* _EXERCISE OBJECTIVE_
Repeat nothing but the lines below running from the one containing "Build a gazetteer for the" to the one containing "Annotation task. Build". Keep both end lines.

* _Entries taken from a collection_

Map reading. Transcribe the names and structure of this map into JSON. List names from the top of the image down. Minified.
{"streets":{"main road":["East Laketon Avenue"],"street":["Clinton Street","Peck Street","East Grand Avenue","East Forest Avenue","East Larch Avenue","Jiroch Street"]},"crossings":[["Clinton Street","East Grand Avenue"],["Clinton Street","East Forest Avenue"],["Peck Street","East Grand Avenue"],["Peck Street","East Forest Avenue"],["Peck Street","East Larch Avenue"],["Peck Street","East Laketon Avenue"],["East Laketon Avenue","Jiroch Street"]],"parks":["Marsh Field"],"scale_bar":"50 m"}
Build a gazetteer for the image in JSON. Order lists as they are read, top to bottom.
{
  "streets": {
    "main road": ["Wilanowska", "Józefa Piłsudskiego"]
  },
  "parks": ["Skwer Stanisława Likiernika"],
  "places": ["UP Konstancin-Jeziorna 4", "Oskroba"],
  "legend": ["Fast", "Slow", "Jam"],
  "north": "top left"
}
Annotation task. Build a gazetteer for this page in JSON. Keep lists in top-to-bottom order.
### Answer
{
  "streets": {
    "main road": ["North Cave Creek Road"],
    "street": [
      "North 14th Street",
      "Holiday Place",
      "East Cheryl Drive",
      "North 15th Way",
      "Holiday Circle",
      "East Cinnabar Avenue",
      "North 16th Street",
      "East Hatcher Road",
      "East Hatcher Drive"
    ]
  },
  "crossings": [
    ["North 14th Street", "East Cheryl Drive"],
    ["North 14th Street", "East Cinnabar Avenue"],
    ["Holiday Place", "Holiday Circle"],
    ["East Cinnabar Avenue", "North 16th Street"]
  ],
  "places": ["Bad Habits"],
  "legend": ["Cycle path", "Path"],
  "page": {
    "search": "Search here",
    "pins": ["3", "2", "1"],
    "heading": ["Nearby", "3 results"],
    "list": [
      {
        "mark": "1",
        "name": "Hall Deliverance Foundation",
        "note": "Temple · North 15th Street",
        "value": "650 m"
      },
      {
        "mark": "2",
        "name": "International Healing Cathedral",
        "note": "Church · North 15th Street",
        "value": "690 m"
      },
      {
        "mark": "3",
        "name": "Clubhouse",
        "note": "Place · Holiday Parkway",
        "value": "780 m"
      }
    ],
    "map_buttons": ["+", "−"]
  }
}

* _RESULT OF THIS TASK_
Build a gazetteer for the image in JSON. Order lists as they are read, top to bottom.
{
  "streets": {
    "main road": ["Wilanowska", "Józefa Piłsudskiego"]
  },
  "parks": ["Skwer Stanisława Likiernika"],
  "places": ["UP Konstancin-Jeziorna 4", "Oskroba"],
  "legend": ["Fast", "Slow", "Jam"],
  "north": "top left"
}
Annotation task. Build a gazetteer for this page in JSON. Keep lists in top-to-bottom order.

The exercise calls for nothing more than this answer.